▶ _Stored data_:
━━━━━━━━━━━━━━━━━━━━

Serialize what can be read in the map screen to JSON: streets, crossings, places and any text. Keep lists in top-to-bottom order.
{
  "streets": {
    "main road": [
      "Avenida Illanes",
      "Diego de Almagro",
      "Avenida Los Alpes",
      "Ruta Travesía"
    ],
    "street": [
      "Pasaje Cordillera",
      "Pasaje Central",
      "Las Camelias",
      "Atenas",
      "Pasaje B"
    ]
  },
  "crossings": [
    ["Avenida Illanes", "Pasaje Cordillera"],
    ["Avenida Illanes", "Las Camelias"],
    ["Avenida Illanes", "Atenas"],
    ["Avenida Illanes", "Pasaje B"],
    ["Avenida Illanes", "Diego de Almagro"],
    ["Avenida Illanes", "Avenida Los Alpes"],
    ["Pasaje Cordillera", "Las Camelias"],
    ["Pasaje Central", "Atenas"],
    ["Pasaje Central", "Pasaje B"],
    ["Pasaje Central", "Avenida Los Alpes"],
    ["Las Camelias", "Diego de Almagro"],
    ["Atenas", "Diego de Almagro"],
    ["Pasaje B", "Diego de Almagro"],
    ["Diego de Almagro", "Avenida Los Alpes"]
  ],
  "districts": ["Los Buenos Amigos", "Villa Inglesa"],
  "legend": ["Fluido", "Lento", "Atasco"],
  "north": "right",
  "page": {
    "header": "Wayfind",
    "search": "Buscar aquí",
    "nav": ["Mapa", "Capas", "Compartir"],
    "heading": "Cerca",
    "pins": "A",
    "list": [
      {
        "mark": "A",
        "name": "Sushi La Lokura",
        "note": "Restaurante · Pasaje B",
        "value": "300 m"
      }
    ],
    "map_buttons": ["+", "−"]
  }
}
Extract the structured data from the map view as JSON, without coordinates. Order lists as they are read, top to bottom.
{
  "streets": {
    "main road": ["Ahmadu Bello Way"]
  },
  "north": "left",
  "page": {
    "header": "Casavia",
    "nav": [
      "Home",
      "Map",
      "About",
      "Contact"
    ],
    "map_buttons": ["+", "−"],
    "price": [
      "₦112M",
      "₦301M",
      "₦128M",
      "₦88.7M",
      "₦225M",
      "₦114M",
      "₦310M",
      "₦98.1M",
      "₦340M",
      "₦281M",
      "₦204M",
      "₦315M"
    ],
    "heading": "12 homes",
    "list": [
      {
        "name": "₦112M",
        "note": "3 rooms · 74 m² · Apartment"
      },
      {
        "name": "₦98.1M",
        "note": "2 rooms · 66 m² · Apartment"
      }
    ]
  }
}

━━━━━━━━━━━━━━━━━━━━

▶ _AIM OF THE EXERCISE_: The entries above are to be output exactly as they appear.

▶ _RESPONSE TO THE EXERCISE_:
Serialize what can be read in the map screen to JSON: streets, crossings, places and any text. Keep lists in top-to-bottom order.
{
  "streets": {
    "main road": [
      "Avenida Illanes",
      "Diego de Almagro",
      "Avenida Los Alpes",
      "Ruta Travesía"
    ],
    "street": [
      "Pasaje Cordillera",
      "Pasaje Central",
      "Las Camelias",
      "Atenas",
      "Pasaje B"
    ]
  },
  "crossings": [
    ["Avenida Illanes", "Pasaje Cordillera"],
    ["Avenida Illanes", "Las Camelias"],
    ["Avenida Illanes", "Atenas"],
    ["Avenida Illanes", "Pasaje B"],
    ["Avenida Illanes", "Diego de Almagro"],
    ["Avenida Illanes", "Avenida Los Alpes"],
    ["Pasaje Cordillera", "Las Camelias"],
    ["Pasaje Central", "Atenas"],
    ["Pasaje Central", "Pasaje B"],
    ["Pasaje Central", "Avenida Los Alpes"],
    ["Las Camelias", "Diego de Almagro"],
    ["Atenas", "Diego de Almagro"],
    ["Pasaje B", "Diego de Almagro"],
    ["Diego de Almagro", "Avenida Los Alpes"]
  ],
  "districts": ["Los Buenos Amigos", "Villa Inglesa"],
  "legend": ["Fluido", "Lento", "Atasco"],
  "north": "right",
  "page": {
    "header": "Wayfind",
    "search": "Buscar aquí",
    "nav": ["Mapa", "Capas", "Compartir"],
    "heading": "Cerca",
    "pins": "A",
    "list": [
      {
        "mark": "A",
        "name": "Sushi La Lokura",
        "note": "Restaurante · Pasaje B",
        "value": "300 m"
      }
    ],
    "map_buttons": ["+", "−"]
  }
}
Extract the structured data from the map view as JSON, without coordinates. Order lists as they are read, top to bottom.
{
  "streets": {
    "main road": ["Ahmadu Bello Way"]
  },
  "north": "left",
  "page": {
    "header": "Casavia",
    "nav": [
      "Home",
      "Map",
      "About",
      "Contact"
    ],
    "map_buttons": ["+", "−"],
    "price": [
      "₦112M",
      "₦301M",
      "₦128M",
      "₦88.7M",
      "₦225M",
      "₦114M",
      "₦310M",
      "₦98.1M",
      "₦340M",
      "₦281M",
      "₦204M",
      "₦315M"
    ],
    "heading": "12 homes",
    "list": [
      {
        "name": "₦112M",
        "note": "3 rooms · 74 m² · Apartment"
      },
      {
        "name": "₦98.1M",
        "note": "2 rooms · 66 m² · Apartment"
      }
    ]
  }
}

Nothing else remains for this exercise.